• _Prompt_
Your answer should hold exactly the lines from the one containing "Input: one rendered map. Give" through the end of the material, and no others.
━━━━━━
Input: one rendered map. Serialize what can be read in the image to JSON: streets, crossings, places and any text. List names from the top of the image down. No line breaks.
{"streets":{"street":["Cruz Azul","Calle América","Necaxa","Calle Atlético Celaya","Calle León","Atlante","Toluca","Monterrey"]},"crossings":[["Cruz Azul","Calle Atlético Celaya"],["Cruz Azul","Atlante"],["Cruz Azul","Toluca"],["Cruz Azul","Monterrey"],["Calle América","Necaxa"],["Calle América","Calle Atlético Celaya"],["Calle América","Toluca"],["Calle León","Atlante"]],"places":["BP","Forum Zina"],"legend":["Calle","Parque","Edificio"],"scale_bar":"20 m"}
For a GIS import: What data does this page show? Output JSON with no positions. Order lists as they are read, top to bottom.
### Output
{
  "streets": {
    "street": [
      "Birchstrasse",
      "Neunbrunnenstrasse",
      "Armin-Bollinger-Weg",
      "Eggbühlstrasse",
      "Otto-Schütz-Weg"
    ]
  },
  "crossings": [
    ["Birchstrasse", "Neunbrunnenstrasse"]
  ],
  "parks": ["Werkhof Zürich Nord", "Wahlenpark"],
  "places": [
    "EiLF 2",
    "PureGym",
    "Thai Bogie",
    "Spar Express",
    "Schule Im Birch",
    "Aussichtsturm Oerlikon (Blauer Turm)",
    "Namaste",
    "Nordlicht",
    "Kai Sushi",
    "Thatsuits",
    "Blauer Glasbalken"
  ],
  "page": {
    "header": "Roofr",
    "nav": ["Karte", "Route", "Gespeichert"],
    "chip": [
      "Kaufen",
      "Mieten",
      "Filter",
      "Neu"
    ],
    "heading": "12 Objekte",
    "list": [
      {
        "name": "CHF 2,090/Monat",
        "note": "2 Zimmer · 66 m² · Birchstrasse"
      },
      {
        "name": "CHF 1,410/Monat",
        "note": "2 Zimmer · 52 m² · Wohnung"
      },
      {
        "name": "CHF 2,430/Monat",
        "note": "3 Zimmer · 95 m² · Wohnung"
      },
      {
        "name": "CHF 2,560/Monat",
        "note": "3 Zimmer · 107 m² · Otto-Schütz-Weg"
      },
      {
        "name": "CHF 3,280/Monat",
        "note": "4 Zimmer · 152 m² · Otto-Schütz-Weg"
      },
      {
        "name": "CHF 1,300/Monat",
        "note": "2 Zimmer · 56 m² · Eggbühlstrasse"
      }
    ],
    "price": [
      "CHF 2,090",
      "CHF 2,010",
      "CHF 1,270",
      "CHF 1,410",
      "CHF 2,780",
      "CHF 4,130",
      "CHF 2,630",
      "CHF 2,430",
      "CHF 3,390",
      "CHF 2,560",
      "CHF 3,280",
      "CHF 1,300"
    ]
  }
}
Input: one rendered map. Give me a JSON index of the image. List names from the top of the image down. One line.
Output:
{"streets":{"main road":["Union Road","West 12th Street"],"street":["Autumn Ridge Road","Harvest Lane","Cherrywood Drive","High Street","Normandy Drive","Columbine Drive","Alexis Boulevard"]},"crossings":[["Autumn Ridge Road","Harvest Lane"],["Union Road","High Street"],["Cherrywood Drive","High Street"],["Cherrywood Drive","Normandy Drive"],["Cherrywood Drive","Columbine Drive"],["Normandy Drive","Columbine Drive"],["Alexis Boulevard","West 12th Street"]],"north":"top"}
━━━━━━
• _Answer for the task_
Input: one rendered map. Give me a JSON index of the image. List names from the top of the image down. One line.
Output:
{"streets":{"main road":["Union Road","West 12th Street"],"street":["Autumn Ridge Road","Harvest Lane","Cherrywood Drive","High Street","Normandy Drive","Columbine Drive","Alexis Boulevard"]},"crossings":[["Autumn Ridge Road","Harvest Lane"],["Union Road","High Street"],["Cherrywood Drive","High Street"],["Cherrywood Drive","Normandy Drive"],["Cherrywood Drive","Columbine Drive"],["Normandy Drive","Columbine Drive"],["Alexis Boulevard","West 12th Street"]],"north":"top"}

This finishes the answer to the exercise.